Date Published: 03/09/2006 [Source]
You can not see it or smell it, but you may very well be breathing it right now as you are reading this. It is radon; a gas that can kill you. It is a hazard in the home and it is a big problem here in the Capital Region.
The Seely family of Rensselaer County moved to the Capital Region from Massachusetts in October. Before buying the house, the Seely's real estate agent recommended they have the house tested for radon. Mom and dad, and the now 2-year-old twins, Emily and her brother Ryan, were shocked to learn of the disturbing results.
The results came back about 50, when a normal reading is about four. The Seely's problem is fairly common in the Capital Region. There are a lot of dangerous levels of radon in our area.
Radon is a radioactive gas that seeps up out of the ground as uranium breaks down. Outside, Radon is diluted and is not harmful. But if it gets trapped inside a house, at large enough concentrations over a long period of time, it can cause lung cancer.
"Lung cancer kills 85-percent of those who contract it," says Dr. Simon Spivack, a lung disease researcher.
Dr. Spivack at Albany Medical Center has been researching lung disease for 15-years.
"Most cases of radon induced lung cancer come from those who have smoked," says Dr. Spivack. "A very small percentage of this group comes from those who you could say are never smokers."
On the "Cancer Survivors Against Radon" website, you can read and watch stories of people who say they never smoked and were never around smokers, who ended up with lung cancer just the same. They all lived in high radon areas. They did not know about radon or radon testing.
The EPA says radon kills 21-thousand people in the United States every year. Although you can not stop radon from getting into your home, you can do something to get it out. There's a way to protect your home and your health from radon.
When Dave Whitehead read about dangerous radon levels in parts of Rensselaer County, he wanted to know if radon was in his North Greenbush home.
"It turns out radon is the second leading cause of lung cancer behind smoking," says Whitehead.
The road to radon relief starts with the purchase of a radon test kit. They are available at just about any hardware store. If the test results come in higher than four, you might want to make a phone call.

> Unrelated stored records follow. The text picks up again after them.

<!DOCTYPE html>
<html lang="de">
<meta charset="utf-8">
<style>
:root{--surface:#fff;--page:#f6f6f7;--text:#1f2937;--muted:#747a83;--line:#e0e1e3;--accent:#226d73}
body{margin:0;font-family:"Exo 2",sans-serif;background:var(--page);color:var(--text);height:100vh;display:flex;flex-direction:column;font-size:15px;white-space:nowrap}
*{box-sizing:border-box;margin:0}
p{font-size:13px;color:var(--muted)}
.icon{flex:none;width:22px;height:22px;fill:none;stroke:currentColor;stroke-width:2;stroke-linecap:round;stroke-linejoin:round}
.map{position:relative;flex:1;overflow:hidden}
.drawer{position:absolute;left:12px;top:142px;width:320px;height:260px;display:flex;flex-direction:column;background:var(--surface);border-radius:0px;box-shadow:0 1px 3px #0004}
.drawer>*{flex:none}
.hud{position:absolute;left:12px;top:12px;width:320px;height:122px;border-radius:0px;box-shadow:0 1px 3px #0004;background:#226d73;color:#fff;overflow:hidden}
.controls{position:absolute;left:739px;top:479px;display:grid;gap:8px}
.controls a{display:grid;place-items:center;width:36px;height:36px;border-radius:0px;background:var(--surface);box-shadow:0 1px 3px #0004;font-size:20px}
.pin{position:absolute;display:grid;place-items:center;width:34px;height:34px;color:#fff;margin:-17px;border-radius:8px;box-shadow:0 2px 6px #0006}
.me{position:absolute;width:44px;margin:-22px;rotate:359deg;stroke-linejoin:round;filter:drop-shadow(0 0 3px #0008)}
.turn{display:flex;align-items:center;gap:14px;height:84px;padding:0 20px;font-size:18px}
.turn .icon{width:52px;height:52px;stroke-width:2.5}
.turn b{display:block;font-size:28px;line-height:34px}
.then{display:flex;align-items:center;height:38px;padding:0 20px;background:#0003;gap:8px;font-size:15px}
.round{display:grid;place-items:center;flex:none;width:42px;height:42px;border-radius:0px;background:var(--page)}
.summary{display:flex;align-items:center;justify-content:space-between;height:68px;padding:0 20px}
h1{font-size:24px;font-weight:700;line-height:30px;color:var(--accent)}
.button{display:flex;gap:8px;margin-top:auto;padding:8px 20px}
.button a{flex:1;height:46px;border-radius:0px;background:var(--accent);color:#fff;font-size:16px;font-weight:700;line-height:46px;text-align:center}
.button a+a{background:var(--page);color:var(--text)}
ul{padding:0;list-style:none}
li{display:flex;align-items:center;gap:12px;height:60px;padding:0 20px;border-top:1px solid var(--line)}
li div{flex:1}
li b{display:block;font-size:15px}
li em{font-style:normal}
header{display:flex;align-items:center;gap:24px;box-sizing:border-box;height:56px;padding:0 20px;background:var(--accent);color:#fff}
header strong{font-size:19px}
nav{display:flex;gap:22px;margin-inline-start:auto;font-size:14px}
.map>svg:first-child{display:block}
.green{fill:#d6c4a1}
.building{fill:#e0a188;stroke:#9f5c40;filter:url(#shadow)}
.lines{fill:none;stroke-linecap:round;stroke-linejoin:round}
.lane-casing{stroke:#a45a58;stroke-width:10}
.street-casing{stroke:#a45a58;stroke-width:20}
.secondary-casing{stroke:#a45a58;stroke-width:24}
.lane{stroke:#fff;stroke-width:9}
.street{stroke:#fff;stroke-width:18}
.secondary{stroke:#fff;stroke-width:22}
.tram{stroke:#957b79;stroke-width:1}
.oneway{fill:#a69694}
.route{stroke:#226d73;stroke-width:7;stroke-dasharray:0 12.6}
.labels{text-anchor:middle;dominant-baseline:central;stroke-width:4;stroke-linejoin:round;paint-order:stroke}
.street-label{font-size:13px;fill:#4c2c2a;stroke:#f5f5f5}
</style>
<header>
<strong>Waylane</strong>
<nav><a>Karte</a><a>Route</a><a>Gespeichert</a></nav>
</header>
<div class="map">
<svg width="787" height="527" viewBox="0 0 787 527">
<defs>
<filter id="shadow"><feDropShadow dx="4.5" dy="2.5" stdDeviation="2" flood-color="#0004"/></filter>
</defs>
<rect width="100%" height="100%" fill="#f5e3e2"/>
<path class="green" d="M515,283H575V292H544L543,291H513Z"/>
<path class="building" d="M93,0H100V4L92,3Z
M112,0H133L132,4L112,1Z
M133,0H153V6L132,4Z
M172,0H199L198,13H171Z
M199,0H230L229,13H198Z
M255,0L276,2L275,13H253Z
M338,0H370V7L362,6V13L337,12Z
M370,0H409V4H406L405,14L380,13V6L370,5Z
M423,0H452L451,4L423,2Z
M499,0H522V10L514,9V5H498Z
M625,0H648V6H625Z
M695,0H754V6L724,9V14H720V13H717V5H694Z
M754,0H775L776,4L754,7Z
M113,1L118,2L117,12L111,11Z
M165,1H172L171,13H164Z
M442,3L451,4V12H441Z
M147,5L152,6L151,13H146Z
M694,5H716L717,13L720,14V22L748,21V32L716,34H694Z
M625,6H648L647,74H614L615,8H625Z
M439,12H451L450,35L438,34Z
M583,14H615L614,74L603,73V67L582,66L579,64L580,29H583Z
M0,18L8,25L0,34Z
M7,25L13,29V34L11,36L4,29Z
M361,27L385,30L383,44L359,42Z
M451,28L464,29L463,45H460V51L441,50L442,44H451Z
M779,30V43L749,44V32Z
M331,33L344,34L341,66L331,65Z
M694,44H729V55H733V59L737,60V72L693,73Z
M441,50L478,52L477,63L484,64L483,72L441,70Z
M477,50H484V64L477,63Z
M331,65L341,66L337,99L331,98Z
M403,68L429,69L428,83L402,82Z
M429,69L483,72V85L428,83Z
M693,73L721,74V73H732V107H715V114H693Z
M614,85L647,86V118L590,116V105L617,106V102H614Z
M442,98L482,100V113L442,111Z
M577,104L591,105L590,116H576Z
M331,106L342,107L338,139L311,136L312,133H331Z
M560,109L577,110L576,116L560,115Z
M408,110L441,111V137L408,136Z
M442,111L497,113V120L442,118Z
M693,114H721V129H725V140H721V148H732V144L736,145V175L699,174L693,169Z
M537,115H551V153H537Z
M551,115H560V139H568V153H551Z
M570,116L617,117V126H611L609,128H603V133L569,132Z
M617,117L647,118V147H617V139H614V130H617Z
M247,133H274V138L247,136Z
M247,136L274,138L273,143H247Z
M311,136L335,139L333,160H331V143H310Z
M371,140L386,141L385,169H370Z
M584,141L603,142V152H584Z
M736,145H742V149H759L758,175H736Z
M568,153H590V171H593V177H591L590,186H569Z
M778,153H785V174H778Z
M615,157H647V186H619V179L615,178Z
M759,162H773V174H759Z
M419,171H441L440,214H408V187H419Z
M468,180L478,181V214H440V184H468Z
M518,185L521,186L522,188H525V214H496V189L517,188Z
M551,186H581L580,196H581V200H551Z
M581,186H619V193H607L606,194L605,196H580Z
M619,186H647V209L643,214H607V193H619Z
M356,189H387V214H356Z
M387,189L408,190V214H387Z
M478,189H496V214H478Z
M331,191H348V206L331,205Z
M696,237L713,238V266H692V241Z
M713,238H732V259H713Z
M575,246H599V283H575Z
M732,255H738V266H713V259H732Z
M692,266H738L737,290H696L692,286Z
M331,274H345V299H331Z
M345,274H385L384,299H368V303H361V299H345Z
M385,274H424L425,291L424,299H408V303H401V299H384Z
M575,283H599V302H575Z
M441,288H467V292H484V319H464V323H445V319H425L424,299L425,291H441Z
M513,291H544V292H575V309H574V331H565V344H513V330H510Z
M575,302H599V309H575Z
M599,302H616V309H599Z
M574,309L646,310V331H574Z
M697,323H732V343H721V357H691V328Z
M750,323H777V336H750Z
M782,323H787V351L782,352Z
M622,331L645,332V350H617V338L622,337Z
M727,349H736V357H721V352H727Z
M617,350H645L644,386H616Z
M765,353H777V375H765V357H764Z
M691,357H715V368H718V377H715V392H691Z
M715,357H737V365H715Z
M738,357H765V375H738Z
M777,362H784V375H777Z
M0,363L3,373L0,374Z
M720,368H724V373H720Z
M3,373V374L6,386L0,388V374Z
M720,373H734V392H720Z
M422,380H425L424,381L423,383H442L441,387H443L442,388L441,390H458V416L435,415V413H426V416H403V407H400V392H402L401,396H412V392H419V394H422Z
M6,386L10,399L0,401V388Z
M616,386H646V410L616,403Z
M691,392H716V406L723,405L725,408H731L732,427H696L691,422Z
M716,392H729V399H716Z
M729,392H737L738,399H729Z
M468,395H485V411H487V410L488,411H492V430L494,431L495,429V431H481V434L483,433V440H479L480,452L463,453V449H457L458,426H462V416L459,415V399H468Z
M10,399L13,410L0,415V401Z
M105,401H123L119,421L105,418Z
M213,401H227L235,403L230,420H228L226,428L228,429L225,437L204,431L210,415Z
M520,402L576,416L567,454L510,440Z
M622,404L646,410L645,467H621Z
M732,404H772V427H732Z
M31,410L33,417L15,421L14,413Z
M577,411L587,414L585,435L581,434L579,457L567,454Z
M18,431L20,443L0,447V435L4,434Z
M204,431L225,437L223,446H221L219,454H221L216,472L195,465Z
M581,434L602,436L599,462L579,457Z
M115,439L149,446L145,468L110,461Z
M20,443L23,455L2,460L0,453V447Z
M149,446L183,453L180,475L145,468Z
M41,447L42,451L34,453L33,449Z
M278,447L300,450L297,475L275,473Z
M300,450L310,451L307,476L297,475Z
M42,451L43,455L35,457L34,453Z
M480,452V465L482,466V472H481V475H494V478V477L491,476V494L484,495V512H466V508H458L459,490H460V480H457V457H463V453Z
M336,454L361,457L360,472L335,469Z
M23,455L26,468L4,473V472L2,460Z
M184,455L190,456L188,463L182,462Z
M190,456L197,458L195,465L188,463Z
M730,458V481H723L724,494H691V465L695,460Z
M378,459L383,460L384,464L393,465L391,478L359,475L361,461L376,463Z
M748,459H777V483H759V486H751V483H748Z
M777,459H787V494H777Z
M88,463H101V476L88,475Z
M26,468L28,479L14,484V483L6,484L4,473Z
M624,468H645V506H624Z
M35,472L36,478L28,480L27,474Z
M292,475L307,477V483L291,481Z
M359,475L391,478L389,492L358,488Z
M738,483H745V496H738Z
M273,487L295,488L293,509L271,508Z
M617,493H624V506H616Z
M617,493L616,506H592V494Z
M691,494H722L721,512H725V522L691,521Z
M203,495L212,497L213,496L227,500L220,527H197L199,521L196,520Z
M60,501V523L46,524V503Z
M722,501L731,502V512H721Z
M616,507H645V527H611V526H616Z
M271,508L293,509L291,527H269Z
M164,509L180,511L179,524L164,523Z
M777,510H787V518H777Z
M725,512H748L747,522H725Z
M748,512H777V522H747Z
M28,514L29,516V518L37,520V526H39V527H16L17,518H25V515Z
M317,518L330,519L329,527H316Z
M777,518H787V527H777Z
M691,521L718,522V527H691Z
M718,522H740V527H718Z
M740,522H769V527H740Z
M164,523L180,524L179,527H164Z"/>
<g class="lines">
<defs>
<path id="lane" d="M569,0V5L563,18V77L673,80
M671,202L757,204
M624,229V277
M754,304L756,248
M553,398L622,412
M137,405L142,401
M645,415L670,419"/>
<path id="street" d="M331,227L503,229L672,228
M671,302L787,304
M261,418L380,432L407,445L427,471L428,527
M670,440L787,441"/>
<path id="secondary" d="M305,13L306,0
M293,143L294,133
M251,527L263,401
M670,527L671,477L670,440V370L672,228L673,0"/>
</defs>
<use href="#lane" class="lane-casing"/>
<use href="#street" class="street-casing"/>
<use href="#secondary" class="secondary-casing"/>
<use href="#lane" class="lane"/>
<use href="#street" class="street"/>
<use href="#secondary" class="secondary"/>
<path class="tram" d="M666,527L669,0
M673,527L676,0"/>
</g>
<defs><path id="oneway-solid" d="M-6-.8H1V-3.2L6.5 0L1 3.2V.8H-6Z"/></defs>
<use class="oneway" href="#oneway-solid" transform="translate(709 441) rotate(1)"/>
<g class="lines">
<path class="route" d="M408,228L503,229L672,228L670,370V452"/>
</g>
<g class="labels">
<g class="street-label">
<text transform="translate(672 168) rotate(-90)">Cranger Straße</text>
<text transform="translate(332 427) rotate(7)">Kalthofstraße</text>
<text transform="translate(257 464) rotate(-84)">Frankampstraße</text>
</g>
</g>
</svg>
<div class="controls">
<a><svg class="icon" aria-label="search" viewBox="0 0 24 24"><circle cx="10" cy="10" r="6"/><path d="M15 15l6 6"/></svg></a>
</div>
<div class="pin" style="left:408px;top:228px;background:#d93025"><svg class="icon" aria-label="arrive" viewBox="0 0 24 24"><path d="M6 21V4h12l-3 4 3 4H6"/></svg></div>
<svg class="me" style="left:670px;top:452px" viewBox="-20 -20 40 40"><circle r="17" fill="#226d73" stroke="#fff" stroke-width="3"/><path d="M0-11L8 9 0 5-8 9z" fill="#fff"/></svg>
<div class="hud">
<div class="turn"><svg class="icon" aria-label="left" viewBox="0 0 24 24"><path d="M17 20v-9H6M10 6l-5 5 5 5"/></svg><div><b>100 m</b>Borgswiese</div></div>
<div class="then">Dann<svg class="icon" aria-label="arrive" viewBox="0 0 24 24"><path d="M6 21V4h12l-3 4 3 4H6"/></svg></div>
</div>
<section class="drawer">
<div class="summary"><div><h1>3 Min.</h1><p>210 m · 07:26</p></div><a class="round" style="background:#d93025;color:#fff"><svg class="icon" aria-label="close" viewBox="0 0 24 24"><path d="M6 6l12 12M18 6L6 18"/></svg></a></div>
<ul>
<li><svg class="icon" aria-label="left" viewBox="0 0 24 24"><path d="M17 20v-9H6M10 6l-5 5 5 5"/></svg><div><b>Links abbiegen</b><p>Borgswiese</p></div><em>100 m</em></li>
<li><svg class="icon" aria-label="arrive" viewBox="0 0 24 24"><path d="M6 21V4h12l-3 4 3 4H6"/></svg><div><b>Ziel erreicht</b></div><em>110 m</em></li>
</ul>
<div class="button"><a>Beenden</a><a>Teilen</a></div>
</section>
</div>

"The original reading was 14 pico curries per liter," says Bob Mahoney of Radon Technologies, Inc. "They say anything over four, you do something."
Bob installed a ventilation systems of sorts.
"We're drawing it through the soil in a controlled fashion and collecting a majority of the gas before it enters the home, and discharging it safely outside the house," Mahoney says.
Dave Whitehead re-tested for radon after the mitigation device was installed.
"The readings were down to 1.4 pico curries per liter," Whitehead said. "So this thing works."
The cost of mitigation equipment generally runs from 800 dollars to around 3-thousand. You could consider it an investment in your health and your home. It eliminates a potential sticking point when you go to sell your home, since a radon disclosure form comes with every New York home transaction.
Maybe the best way to find out about radon in your home is to contact the New York State Health Department. For about seven dollars, they will send you a radon test kit. Follow the instructions, send it back to them, and they will contact you with the results.